Cream Pie with Variations Recipe

  Pies

Ingredients:
1 baked 9-inch pastry shell

CREAM FILLING:
2 cups milk
3 egg yolks
1/4 tsp. salt
1 cup sugar
4 tbs. cornstarch
2 tbs. butter
1 tsp. vanilla

MERINGUE:
3 egg whites
1/4 tsp. cream of tartar
Sprinkle of salt
5 tbs. sugar

Directions:
FILLING: Combine milk, egg yolks, salt, sugar and cornstarch in a blender until smooth. Pour in a saucepan and cook over low heat until thick, Add buter and vanilla.

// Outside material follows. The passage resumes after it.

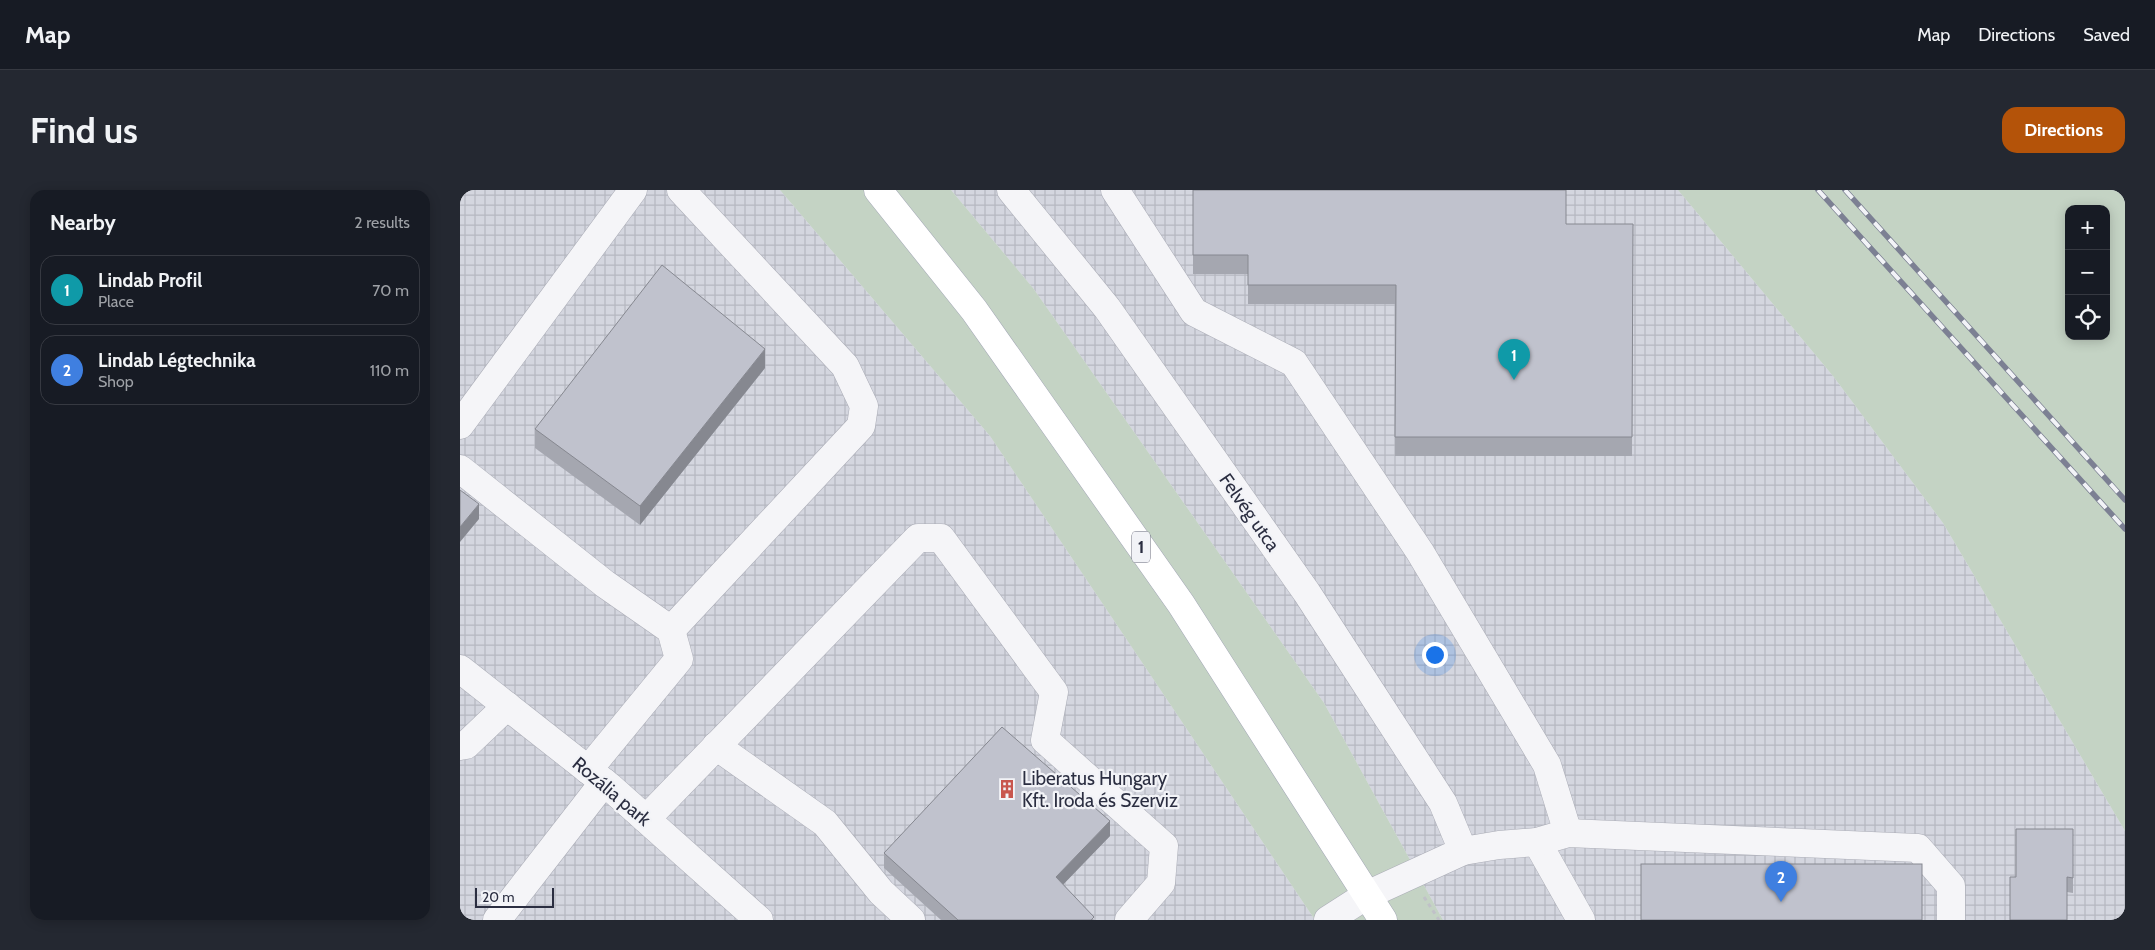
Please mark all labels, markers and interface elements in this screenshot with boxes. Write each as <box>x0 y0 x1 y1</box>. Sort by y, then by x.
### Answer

VARIATIONS: 1.) For choclate pie, add 5 tablespoons cocoa to ingredients before blended. Top with meringue or whipped cream. 2.) For coconut cream pie, add 1 cup shredded coconut after custard has cooked and sprinkle coconut over meringue topping. 3.) For lemon pie, use 1 1/3 cups sugar and 1 1/2 cups water in place of milk. After custard has cooked, add 1/4 cup lemon juice. Top with meringue. 4.) For banana cream pie, add 1 large banana to custard after it has cooked.

MERINGUE: Beat egg whites, cream of tartar and salt and sugar a tablespoon at a time. Put on pie and bake at 350 degrees for 15 or 20 minutes or until brown. Never smooth a meringue top as it is more attractive if it stands in peaks.